Limitation Of Liability
In no event shall Women Also Know Stuff, nor its directors, employees, partners, agents, suppliers, or affiliates, be liable for any indirect, incidental, special, consequential or punitive damages, including without limitation, loss of profits, data, use, goodwill, or other intangible losses, resulting from (i) your access to or use of or inability to access or use the Service; (ii) any conduct or content of any third party on the Service; (iii) any content obtained from the Service; and (iv) unauthorized access, use or alteration of your transmissions or content, whether based on warranty, contract, tort (including negligence) or any other legal theory, whether or not we have been informed of the possibility of such damage, and even if a remedy set forth herein is found to have failed of its essential purpose.
Disclaimer
Your use of the Service is at your sole risk. The Service is provided on an "AS IS" and "AS AVAILABLE" basis. The Service is provided without warranties of any kind, whether express or implied, including, but not limited to, implied warranties of merchantability, fitness for a particular purpose, non-infringement or course of performance. Women Also Know Stuff, its subsidiaries, affiliates, and its licensors do not warrant that a) the Service will function uninterrupted, secure or available at any particular time or location; b) any errors or defects will be corrected; c) the Service is free of viruses or other harmful components; or d) the results of using the Service will meet your requirements.
Exclusions
Some jurisdictions do not allow the exclusion of certain warranties or the exclusion or limitation of liability for consequential or incidental damages, so the limitations above may not apply to you.
Governing Law
These Terms shall be governed and construed in accordance with the laws of the state of Arizona and the United States, without regard to its conflict of law provisions.
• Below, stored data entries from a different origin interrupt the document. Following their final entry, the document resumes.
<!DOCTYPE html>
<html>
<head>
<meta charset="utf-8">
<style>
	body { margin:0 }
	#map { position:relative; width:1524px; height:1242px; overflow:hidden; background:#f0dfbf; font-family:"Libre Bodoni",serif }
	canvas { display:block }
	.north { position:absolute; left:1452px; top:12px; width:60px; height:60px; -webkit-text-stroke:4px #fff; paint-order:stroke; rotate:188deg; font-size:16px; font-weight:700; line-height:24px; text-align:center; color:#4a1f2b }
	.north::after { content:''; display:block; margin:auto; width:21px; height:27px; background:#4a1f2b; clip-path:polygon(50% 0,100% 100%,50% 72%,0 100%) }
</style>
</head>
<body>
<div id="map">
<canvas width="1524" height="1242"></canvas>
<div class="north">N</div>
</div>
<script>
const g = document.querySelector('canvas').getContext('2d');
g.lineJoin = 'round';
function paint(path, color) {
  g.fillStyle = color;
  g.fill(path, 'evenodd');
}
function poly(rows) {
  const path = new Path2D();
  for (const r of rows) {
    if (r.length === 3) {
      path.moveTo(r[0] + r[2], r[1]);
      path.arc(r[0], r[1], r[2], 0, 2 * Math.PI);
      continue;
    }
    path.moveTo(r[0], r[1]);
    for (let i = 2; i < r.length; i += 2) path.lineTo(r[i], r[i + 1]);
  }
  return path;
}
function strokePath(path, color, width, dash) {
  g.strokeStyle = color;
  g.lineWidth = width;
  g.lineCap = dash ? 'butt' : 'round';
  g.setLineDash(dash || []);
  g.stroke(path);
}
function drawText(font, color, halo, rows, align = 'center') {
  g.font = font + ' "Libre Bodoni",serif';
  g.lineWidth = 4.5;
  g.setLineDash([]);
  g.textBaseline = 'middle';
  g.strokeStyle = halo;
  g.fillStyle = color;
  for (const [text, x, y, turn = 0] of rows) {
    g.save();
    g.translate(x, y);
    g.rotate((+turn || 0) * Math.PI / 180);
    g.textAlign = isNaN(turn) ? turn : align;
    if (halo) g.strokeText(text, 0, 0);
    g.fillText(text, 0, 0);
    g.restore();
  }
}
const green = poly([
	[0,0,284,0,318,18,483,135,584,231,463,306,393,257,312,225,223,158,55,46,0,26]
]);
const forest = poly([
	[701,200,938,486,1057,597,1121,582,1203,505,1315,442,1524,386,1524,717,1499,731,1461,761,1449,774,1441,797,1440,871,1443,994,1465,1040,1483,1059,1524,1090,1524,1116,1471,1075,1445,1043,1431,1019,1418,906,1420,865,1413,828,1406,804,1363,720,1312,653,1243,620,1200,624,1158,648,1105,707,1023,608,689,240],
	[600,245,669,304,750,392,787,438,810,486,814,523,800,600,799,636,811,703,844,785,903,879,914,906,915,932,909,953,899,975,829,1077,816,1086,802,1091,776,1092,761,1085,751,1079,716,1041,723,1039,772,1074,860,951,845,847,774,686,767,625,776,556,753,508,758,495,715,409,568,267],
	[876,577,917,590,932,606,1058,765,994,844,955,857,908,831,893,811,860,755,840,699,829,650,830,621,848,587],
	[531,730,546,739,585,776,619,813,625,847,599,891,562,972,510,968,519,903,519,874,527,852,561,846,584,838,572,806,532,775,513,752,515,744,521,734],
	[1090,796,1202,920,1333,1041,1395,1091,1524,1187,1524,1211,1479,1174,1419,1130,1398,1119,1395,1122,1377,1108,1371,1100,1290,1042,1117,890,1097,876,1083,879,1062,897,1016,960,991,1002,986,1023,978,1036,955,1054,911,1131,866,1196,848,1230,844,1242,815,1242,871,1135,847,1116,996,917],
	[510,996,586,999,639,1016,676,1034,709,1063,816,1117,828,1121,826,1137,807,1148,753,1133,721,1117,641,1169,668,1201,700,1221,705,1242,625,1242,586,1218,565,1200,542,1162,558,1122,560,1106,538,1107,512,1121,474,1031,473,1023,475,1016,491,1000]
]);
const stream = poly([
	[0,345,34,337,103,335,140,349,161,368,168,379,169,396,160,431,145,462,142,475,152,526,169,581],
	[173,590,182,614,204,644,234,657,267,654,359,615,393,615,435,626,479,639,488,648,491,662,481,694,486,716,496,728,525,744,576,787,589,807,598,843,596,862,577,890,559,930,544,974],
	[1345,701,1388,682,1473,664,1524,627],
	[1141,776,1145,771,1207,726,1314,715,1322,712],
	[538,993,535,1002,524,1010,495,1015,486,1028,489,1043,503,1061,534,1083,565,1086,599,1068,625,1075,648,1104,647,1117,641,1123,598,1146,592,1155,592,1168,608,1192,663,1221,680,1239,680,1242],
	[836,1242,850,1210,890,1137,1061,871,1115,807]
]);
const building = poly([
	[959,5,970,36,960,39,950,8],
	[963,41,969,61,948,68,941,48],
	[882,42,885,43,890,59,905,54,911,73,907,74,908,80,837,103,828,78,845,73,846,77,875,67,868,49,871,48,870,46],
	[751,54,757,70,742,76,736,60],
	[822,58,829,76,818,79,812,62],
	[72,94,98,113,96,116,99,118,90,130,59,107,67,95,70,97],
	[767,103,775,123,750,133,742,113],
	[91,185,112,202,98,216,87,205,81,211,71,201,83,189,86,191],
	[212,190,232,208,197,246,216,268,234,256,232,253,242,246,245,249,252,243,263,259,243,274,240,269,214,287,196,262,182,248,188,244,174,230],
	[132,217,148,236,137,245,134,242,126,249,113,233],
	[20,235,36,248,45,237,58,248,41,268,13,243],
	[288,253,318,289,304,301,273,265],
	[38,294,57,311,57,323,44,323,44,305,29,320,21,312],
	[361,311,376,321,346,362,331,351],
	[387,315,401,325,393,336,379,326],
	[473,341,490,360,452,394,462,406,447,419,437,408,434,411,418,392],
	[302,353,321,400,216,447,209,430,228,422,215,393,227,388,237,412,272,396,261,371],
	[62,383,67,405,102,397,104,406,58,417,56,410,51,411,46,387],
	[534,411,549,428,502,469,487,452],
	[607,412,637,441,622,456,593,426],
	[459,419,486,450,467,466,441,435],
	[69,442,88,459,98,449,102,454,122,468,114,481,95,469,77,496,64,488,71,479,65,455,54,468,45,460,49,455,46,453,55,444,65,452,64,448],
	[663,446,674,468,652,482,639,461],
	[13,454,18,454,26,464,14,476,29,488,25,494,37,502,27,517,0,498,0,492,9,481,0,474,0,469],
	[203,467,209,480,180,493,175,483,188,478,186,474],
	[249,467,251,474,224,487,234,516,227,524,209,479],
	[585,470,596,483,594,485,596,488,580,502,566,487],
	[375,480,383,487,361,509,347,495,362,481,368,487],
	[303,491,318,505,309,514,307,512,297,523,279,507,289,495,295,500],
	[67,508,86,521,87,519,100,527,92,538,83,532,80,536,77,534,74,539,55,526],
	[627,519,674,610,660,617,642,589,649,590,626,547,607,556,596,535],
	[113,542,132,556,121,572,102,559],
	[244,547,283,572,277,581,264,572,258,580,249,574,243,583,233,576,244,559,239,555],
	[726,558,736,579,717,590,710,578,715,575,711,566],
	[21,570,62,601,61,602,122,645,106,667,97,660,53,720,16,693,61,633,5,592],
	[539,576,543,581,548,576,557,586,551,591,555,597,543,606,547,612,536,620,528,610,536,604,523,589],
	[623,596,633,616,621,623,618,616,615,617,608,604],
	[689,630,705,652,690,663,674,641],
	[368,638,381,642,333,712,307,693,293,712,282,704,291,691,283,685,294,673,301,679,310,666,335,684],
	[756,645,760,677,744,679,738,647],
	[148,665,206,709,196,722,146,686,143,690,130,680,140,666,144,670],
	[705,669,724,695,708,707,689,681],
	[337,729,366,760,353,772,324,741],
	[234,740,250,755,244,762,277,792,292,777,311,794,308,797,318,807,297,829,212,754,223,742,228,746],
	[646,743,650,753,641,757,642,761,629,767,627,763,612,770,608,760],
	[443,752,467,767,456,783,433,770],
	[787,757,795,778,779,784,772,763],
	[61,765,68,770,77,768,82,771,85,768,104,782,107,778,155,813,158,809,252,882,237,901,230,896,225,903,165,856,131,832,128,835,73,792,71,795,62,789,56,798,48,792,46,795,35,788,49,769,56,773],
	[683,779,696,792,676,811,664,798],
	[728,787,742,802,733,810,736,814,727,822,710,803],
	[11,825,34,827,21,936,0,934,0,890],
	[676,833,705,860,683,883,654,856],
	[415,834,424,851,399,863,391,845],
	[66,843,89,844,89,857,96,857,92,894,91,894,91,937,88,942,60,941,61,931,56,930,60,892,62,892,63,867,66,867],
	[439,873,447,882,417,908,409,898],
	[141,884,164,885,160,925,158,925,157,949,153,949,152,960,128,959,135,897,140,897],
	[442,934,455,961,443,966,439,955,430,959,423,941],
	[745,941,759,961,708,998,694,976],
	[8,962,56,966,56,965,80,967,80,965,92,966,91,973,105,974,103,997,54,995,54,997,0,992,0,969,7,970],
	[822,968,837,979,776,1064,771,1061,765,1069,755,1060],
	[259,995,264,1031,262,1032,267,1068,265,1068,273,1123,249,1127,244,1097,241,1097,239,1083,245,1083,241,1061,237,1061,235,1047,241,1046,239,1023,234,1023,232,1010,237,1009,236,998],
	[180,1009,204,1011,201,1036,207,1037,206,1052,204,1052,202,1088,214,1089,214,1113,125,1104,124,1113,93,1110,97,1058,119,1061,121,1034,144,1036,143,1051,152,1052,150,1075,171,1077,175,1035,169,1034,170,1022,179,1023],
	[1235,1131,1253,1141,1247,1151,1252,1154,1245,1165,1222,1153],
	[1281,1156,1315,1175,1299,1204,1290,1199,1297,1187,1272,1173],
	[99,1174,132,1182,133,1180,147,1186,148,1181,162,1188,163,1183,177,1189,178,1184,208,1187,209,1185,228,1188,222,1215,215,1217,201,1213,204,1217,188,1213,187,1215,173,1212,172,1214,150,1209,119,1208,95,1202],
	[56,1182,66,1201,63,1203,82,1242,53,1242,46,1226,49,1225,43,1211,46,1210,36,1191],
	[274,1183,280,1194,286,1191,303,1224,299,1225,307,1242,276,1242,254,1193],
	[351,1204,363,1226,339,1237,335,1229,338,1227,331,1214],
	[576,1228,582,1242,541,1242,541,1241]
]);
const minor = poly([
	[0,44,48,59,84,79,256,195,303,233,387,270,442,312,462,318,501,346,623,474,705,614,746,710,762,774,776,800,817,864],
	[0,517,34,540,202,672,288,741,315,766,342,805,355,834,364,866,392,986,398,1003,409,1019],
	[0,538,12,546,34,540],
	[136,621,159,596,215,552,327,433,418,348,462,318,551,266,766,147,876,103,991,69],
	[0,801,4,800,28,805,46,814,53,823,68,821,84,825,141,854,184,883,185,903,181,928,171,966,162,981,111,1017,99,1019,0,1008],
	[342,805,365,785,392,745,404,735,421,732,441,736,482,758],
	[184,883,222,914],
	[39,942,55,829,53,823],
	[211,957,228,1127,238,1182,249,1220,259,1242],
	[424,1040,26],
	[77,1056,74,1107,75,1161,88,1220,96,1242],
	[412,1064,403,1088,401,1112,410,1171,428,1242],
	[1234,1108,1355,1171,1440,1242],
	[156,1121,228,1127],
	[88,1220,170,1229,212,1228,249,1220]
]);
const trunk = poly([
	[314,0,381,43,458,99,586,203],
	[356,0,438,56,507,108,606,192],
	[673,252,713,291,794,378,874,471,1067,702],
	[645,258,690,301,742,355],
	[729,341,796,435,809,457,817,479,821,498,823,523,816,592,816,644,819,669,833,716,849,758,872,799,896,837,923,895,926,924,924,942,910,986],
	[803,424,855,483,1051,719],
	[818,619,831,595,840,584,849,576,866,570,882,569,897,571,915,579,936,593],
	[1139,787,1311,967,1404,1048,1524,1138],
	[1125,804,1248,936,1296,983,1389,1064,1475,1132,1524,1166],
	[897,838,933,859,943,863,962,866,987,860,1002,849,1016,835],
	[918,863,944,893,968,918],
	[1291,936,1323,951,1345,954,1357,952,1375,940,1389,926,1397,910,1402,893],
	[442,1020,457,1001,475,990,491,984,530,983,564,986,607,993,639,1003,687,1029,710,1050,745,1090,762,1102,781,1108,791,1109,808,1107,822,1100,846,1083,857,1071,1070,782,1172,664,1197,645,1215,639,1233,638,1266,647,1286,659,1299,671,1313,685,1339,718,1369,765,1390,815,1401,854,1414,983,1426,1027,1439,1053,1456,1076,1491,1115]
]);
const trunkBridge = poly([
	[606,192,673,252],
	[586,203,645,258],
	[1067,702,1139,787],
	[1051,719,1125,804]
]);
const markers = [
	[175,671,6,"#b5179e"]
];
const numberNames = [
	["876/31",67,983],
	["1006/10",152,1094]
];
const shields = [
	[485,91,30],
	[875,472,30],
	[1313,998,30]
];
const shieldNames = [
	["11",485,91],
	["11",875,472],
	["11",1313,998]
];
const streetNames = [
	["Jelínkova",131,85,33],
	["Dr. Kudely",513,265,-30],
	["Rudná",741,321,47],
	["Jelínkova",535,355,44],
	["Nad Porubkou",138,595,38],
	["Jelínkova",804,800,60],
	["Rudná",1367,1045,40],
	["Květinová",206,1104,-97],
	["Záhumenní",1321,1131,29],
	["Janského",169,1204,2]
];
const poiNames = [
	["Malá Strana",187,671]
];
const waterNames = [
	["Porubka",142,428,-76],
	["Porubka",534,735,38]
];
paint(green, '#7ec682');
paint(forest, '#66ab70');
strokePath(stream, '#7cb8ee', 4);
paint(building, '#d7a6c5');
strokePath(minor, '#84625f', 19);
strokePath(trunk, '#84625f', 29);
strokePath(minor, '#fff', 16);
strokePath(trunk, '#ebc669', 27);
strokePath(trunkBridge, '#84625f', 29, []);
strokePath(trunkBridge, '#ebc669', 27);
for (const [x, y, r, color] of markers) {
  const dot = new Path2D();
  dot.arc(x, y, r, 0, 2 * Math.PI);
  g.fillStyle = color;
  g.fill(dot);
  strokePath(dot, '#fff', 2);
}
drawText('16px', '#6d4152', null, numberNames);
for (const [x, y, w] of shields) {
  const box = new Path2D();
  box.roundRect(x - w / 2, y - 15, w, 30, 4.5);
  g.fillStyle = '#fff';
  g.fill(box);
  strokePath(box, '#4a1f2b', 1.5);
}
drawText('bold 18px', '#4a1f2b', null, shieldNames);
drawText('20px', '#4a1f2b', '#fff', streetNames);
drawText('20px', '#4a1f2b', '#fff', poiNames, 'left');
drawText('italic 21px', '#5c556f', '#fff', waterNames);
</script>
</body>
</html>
Our failure to enforce any right or provision of these Terms will not be considered a waiver of those rights. If any provision of these Terms is held to be invalid or unenforceable by a court, the remaining provisions of these Terms will remain in effect. These Terms constitute the entire agreement between us regarding our Service, and supersede and replace any prior agreements we might have had between us regarding the Service.
Changes
We reserve the right, at our sole discretion, to modify or replace these Terms at any time. If a revision is material we will provide at least 30 days notice prior to any new terms taking effect. What constitutes a material change will be determined at our sole discretion. By continuing to access or use our Service after any revisions become effective, you agree to be bound by the revised terms. If you do not agree to the new terms, you are no longer authorized to use the Service.